Todos estamos inmersos dentro de una sociedad violenta y por tanto, la estamos padeciendo o porque lo ejercemos diariamente en la cotidianidad de la verbalización de gestos, ademanes y expresiones que muestran la violencia contenida de una forma de ser que se hace cada día más real.
O porque en el silencio de nuestra aparente pasividad cedemos y nos convertimos en cómplices, por omisión, por no querer alzar la voz y denunciar al agresor, pues este posee poder, influencia en la esfera económica, política o militar, o simplemente tiene bienes materiales que impiden al agredido actuar.
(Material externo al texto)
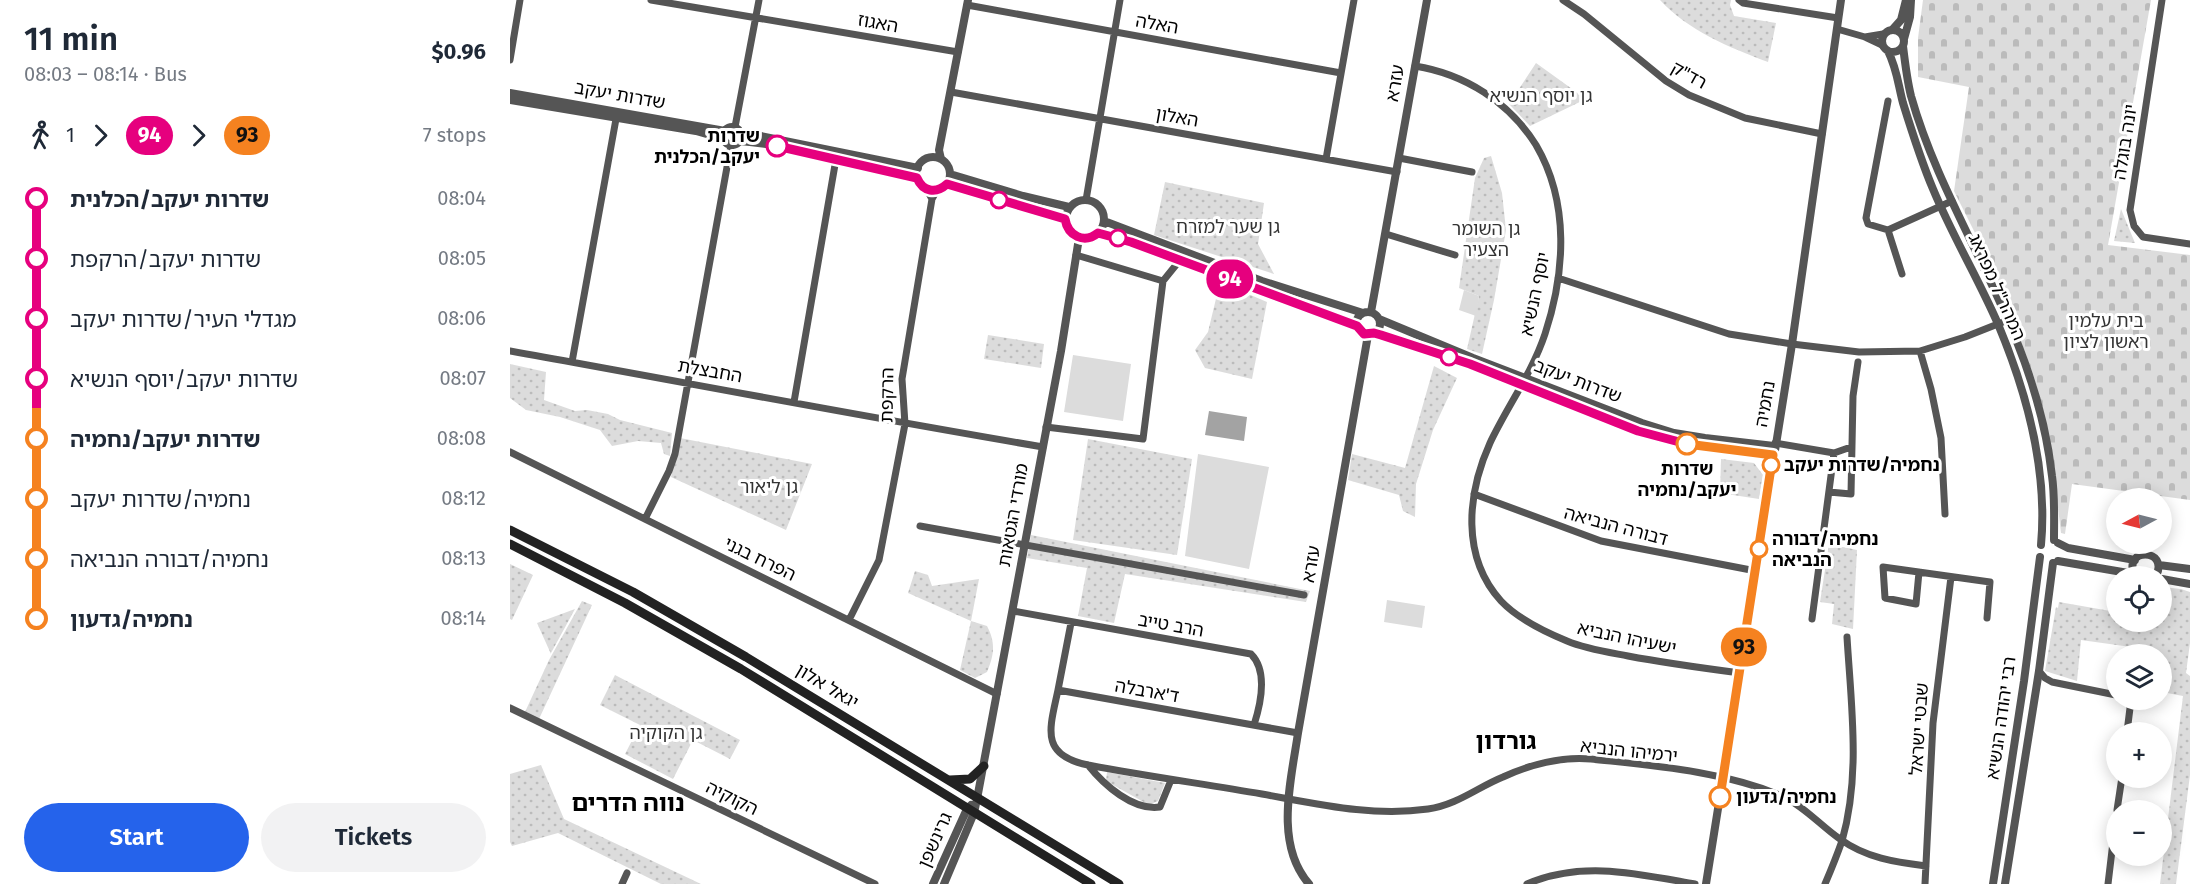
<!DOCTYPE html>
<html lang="en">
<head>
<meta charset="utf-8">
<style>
	body { margin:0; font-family:"Fira Sans","Noto Sans Hebrew",sans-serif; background:#f2f2f3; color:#1f2937; height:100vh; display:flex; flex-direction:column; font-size:22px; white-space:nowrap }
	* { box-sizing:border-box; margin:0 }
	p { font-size:20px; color:#747a83 }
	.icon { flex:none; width:33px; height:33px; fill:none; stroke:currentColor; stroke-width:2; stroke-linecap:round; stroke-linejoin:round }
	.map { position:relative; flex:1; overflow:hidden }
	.drawer { display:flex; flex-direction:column; background:#fff; width:510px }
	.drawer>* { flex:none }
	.badge { padding:0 12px; border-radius:20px; font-size:21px; line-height:39px }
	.needle { width:39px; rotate:263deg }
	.buttons { position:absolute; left:1596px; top:488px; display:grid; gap:12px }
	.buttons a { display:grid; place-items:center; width:66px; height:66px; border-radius:50%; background:#fff; box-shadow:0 3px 15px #0003; font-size:30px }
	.map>.badge { position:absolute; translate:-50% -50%; box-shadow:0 0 0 3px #fff }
	.legs { display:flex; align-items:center; gap:9px; height:66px; padding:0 24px; font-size:20px }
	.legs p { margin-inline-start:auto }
	.headline { display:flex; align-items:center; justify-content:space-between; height:102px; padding:0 24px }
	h1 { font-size:33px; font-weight:600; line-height:45px }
	.action { display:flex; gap:12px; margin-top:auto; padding:12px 24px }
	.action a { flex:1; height:69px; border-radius:36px; background:#2563eb; color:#fff; font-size:24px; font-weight:600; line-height:69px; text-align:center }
	.action a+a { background:#f2f2f3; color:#1f2937 }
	ul { padding:0 24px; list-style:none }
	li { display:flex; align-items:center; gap:21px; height:60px; font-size:22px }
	li i { display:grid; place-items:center; width:9px; height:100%; margin:0 8px; background:currentColor }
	li i::after { content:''; width:15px; height:15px; margin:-8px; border:4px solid; border-radius:50%; background:#fff }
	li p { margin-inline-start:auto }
	li:first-child i { background:linear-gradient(#0000 50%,currentColor 0) }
	li:last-child i { background:linear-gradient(currentColor 50%,#0000 0) }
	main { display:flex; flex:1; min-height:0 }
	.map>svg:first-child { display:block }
</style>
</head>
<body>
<main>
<section class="drawer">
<div class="headline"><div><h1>11 min</h1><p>08:03 – 08:14 · Bus</p></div><b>$0.96</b></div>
<div class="legs"><svg class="icon" aria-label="walk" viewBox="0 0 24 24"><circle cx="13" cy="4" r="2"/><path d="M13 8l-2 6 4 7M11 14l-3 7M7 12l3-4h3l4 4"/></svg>1<svg class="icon" aria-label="forward" viewBox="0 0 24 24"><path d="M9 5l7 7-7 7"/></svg><b class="badge" style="background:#e6007e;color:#fff">94</b><svg class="icon" aria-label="forward" viewBox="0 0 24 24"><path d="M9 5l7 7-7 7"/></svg><b class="badge" style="background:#f58220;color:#111">93</b><p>7 stops</p></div>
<ul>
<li><i style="color:#e6007e"></i><b>שדרות יעקב/הכלנית</b><p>08:04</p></li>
<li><i style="color:#e6007e"></i><span>שדרות יעקב/הרקפת</span><p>08:05</p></li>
<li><i style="color:#e6007e"></i><span>מגדלי העיר/שדרות יעקב</span><p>08:06</p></li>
<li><i style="color:#e6007e"></i><span>שדרות יעקב/יוסף הנשיא</span><p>08:07</p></li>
<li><i style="color:#f58220"></i><b>שדרות יעקב/נחמיה</b><p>08:08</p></li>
<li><i style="color:#f58220"></i><span>נחמיה/שדרות יעקב</span><p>08:12</p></li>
<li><i style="color:#f58220"></i><span>נחמיה/דבורה הנביאה</span><p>08:13</p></li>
<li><i style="color:#f58220"></i><b>נחמיה/גדעון</b><p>08:14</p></li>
</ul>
<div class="action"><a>Start</a><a>Tickets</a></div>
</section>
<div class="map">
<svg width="1680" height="884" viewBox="0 0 1680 884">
	<defs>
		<pattern id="green-dots" width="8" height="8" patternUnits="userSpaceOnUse" patternTransform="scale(1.5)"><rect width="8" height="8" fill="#dcdcdc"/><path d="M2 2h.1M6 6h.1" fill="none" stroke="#bbb" stroke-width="1.8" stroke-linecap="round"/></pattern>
		<pattern id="cemetery-stones" width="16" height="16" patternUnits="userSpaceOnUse" patternTransform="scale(1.5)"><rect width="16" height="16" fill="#dcdcdc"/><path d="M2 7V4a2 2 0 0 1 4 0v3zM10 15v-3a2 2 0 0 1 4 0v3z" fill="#bbb"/></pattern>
	</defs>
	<rect width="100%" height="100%" fill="#fff"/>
	<path fill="url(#green-dots)" d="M 1150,0 L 1221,0 L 1220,5 L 1224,16 L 1266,23 L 1258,62 C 1218,47 1179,31 1150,0 Z
		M 1026,63 L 1076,99 L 1020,126 L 999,104 Z
		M 981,156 L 992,193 L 996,230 L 984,300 L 972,354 L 957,349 L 969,296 L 949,288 L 965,178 L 974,158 Z
		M 655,182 L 754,203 L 748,244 L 764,274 L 644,235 Z
		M 1611,209 L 1625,243 L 1604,241 Z
		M 710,282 L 757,302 L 742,379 L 695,368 L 685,350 L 698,332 Z
		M 478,335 L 534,344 L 531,368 L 474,359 Z
		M 0,364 L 36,372 L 34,400 L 65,411 L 77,410 L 98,414 L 110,420 L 162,433 L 160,456 L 154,454 L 151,443 L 128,441 L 102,446 L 90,430 L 50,417 L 16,410 L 0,398 Z
		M 924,366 L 947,378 L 923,430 L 906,484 L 905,517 L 893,511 L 889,495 L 838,480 L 842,454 L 895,468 Z
		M 170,438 L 302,464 L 276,530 L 161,477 Z
		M 578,439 L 682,459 L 667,555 L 563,540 Z
		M 1211,459 L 1244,463 L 1253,475 L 1249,499 L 1210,493 Z
		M 521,535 L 800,591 L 796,602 L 615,574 L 604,623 L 568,616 L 577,568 L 517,558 Z
		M 1319,544 L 1347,550 L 1343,629 L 1322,624 L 1324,604 L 1310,602 Z
		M 0,564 L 23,575 L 2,620 L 0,619 Z
		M 405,571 L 418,575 L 422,586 L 469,579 L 461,621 L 477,626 C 486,643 484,655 477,672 L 465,678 L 450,670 L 461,621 L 398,593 Z
		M 1652,587 L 1671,589 L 1680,592 L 1680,643 L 1676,673 L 1680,676 L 1680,775 L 1666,884 L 1650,884 L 1673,696 L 1652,692 L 1652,654 L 1621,654 L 1621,647 L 1571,640 L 1567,681 L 1535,671 L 1546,607 L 1548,608 L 1549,602 L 1606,612 L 1606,621 L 1652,621 Z
		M 72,601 L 82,605 L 29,719 L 15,712 L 39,660 Z
		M 65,609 L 41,653 L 41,654 L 27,623 Z
		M 105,675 L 230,740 L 220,759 L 183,740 L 163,779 L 115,754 L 130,725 L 90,705 Z
		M 31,765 L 54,819 L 191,884 L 151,884 L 48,833 L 2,846 L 0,842 L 0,774 Z
		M 597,772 L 655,783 L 648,801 L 639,805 L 596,781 Z"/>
	<path fill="url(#cemetery-stones)" d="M 1413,0 L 1641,0 L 1598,245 L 1680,255 L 1680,500 L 1562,484 L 1555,534 L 1551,533 L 1543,465 L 1532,405 L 1523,374 L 1487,277 L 1444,191 L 1459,87 L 1408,77 L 1408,38 Z"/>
	<path fill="#dcdcdc" d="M 954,290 L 969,296 L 966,316 L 949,310 Z
		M 563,355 L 621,364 L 613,421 L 554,412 Z
		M 688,454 L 759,467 L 739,569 L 675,556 Z
		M 877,600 L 915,606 L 912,628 L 874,622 Z"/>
	<path fill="#a3a3a3" d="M 699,411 L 737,417 L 734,441 L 695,435 Z"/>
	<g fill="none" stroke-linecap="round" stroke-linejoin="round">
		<path stroke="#555" stroke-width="7" d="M 141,0 L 448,52
			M 1053,0 L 1074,14 L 1156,81 L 1179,95 L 1235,118 L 1312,134
			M 1229,0 L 1233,3 L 1328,18
			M 1652,0 L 1620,210 L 1624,226 L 1633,237 L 1680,244
			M 457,5 L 831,73
			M 1327,29 L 1355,37 L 1372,45
			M 1355,37 L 1373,34
			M 0,60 L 10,0
			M 905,66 C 955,74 999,102 1026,145 C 1060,203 1055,273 1035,334 C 1022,373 997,407 980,443 C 957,494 951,557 991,601 C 1008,619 1035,632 1057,641 C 1076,649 1097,652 1118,656 C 1155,663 1192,668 1230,673
			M 441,92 L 887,172
			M 1378,101 L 1356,218 L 1358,224 L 1378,230 L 1442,201
			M 225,127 L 249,0
			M 889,158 L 962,172
			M 816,159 L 844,0
			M 417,190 L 422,199
			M 576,200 L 610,0
			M 1378,230 L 1392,274
			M 876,234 L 945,255
			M 566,255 L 653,281
			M 1048,278 L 1219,334 L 1282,344 L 1349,352 L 1410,351 L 1455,337 L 1498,320
			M 0,351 C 178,383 355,417 533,447
			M 1410,351 L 1421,389 L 1431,438 L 1435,514
			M 62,362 L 106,119
			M 284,402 L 326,159
			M 536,427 L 633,439 L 653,281 L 670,260
			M 1265,443 L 1324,453 L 1341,447
			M 0,452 L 487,694
			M 1319,492 L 1341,494 L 1343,396 L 1348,362
			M 964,494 L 1091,541 L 1246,571
			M 135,519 L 159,471 L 165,454 L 221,145
			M 410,526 L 794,595
			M 1409,572 L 1406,604 L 1375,598 L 1373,567 L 1480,582 L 1477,618
			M 503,611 L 741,654 C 758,671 751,703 744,725
			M 1302,619 L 1324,453
			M 339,620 L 369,560 L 395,424 L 392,379 L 422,199 L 427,190
			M 561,623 L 548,690 L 788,733
			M 1529,671 L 1535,678 L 1542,682 L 1606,695
			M 548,690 C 540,728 529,755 578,765 C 636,776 694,784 752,794 C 808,804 862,817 918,809 C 947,805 968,787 993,777 C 1019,765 1052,756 1081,759 C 1145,766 1213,771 1272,796 C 1294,806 1311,826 1330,839 C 1356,858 1385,862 1416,866
			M 0,708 L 365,884
			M 1617,732 L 1620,708 L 1618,699
			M 578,765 C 594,785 623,811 650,807 L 661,780
			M 1607,810 L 1612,777
			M 112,884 L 117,873
			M 1017,884 C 1072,860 1129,874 1185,884
			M 1315,884 C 1321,870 1327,855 1332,841 C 1351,775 1341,704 1337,637
			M 1415,884 L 1423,723 L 1441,577
			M 1598,884 L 1606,817"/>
		<path stroke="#555" stroke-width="8" d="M 1383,29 L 1391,20 L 1396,0
			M1372 41a11 11 0 1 1 22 0a11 11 0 1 1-22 0Z
			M 1394,39 L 1400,17 L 1401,0
			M 1393,46 C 1395,63 1397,80 1401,96 C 1423,174 1465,244 1497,318 C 1519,368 1536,422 1542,476 C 1545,497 1544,519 1544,540
			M 1378,51 C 1387,69 1388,84 1393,103 C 1402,132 1411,161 1423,189 C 1442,235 1468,278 1488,324 C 1517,393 1538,469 1531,545
			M 0,93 L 215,131
			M 0,100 L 186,131 L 214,139
			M213 136a9 9 0 1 1 18 0a9 9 0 1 1-18 0Z
			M 231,132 L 408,168
			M 230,141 C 290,146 349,164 407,178
			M406 174a17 17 0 1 1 34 0a17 17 0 1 1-34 0Z
			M 431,159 L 429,150 L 458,0
			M 440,174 L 513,196 L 559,207
			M 437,185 L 555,219
			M556 219a19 19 0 1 1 38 0a19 19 0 1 1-38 0Z
			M 594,221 L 752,281 L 853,313
			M 588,233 L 621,242 L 847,326
			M 861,312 L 917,0
			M846 324a12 12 0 1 1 24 0a12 12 0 1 1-24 0Z
			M 869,319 L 963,358 L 1132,423 L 1164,433 L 1195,438 L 1264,446
			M 864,333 L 960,364 L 1128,431 L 1163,441 L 1263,455
			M 1548,543 L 1558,548 L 1625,560
			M 1548,561 L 1624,574
			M 1649,565 L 1680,569
			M 1625,576 C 1611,547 1660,548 1646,576
			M 1652,579 L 1680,584
			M 423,884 L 457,809 L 461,805
			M 434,884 L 464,813 L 467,799 L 551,351 L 569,238
			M 799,884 C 764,844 781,781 788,733 L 858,335
			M 1196,884 L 1282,344 L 1331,0
			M 1483,884 L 1514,681 L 1530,557
			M 1495,884 L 1529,671 L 1543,563"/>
		<path stroke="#222" stroke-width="9" d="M 0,530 L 123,592 L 236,657 L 609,884
			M 0,544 L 115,603 L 231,669 L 581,884
			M 440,780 L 460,779 L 474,766"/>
	</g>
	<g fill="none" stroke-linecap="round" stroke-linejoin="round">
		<g stroke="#fff" stroke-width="14">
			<path id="line-1" d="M 267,146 L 407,178 C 413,192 426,194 437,184 L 555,219 C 558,236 574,244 588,233 L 621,242 L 847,326 L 854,334 L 864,333 L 871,335 L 960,364 L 1128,431 L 1177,444"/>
		</g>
		<g stroke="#fff" stroke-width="14">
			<path id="line-2" d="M 1177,444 L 1263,455 L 1210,797"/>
		</g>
		<use href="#line-1" stroke="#e6007e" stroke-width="9"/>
		<use href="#line-2" stroke="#f58220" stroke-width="9"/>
	</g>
	<g fill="#fff" stroke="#e6007e" stroke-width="3">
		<circle cx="267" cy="146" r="10"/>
		<circle cx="489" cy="200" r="8"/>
		<circle cx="608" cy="238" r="8"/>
		<circle cx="939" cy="357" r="8"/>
	</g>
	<g fill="#fff" stroke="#f58220" stroke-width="3">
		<circle cx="1177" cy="444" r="10"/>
		<circle cx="1261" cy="465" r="8"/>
		<circle cx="1249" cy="549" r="8"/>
		<circle cx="1210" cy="797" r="10"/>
	</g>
	<g text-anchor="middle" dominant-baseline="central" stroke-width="6" stroke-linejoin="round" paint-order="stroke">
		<g font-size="18" fill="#000" stroke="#fff">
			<text transform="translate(368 23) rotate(10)">האגוז</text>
			<text transform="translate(647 24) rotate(10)">האלה</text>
			<text transform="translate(1179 75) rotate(29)">רד"ק</text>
			<text transform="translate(885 83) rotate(-80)">עזרא</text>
			<text transform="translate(110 95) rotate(10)">שדרות יעקב</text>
			<text transform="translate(667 117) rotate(10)">האלון</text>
			<text transform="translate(1615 142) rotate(-81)">יונה בוגלה</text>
			<text transform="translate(1487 287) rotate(66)">המהר"ל מפראג</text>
			<text transform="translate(1025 294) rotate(-78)">יוסף הנשיא</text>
			<text transform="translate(200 371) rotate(10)">החבצלת</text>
			<text transform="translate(1068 381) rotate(21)">שדרות יעקב</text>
			<text transform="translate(377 395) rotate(-89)">הרקפת</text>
			<text transform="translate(1255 404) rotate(-80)">נחמיה</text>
			<text transform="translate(503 515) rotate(-80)">מורדי הגטאות</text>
			<text transform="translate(1106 526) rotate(15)">דבורה הנביאה</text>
			<text transform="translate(250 559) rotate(26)">הפרח בגני</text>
			<text transform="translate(801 564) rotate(-80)">עזרא</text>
			<text transform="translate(661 625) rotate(10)">הרב טייב</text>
			<text transform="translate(1117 638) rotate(12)">ישעיהו הנביא</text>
			<text transform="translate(317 686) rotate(31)">יגאל אלון</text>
			<text transform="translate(637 691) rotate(10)">ד'ארבלה</text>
			<text transform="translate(1491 718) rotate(-82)">רבי יהודה הנשיא</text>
			<text transform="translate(1409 729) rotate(-86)">שבטי ישראל</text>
			<text transform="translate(1119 751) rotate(6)">ירמיהו הנביא</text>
			<text transform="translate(222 798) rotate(26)">הקוקיה</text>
			<text transform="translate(425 840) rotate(-66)">גרינשפן</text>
		</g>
		<g font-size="18" fill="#333" stroke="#fff">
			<text x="1031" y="96">גן יוסף הנשיא</text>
			<text x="718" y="227">גן שער למזרח</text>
			<text x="976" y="229">גן השומר<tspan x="976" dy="21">הצעיר</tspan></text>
			<text x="1596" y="321">בית עלמין<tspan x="1596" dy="21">ראשון לציון</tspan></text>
			<text x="259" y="487">גן ליאור</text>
			<text x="156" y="733">גן הקוקיה</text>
		</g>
		<g font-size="18" font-weight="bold" fill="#000" stroke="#fff" text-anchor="start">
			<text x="250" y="136" text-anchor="end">שדרות<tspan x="250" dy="21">יעקב/הכלנית</tspan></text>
			<text x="1274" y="465">נחמיה/שדרות יעקב</text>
			<text x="1177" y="469" text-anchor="middle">שדרות<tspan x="1177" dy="21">יעקב/נחמיה</tspan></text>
			<text x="1262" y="539">נחמיה/דבורה<tspan x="1262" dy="21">הנביאה</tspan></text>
			<text x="1226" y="797">נחמיה/גדעון</text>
		</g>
		<g font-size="24" font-weight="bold" fill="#000" stroke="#fff">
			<text x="996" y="741">גורדון</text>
			<text x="118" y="803">נווה הדרים</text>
		</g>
	</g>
</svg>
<div class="buttons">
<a><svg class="needle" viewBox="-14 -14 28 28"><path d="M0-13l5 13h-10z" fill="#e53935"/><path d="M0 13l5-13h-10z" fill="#747a83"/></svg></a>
<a><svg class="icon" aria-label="locate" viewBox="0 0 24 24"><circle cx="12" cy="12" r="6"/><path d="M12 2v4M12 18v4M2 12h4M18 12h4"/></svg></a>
<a><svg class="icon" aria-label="layers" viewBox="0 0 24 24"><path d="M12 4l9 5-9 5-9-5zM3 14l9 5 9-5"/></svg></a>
<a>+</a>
<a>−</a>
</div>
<b class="badge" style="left:720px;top:279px;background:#e6007e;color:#fff">94</b>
<b class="badge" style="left:1234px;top:647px;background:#f58220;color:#111">93</b>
</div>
</main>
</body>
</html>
No creo sirva de mucho indicar la protección del Estado a través de sus instituciones que en este momento representan para el ciudadano, un riesgo para la denuncia.
Pero debo recalcar una vez más, la responsabilidad individual de ese venezolano que se sabe protegido por un régimen que le permite transgredir y cometer crímenes con alevosía, crueldad y sadismo.
No existe en ese venezolano ningún rasgo que le asemeje a aquel ciudadano de antaño: solidario, respetuoso, formal, virtuoso, de actuación recta y comprometido con su destino individual y colectivo.
La banalización de la vida hace de estas dantescas historias motivo para la burla y el humor negro entre algunos ciudadanos.
Si quisiéramos buscar a ese venezolano ético y moral tendremos que ir a los libros de historia o a los museos, como exploradores que buscan ciertas especies extintas.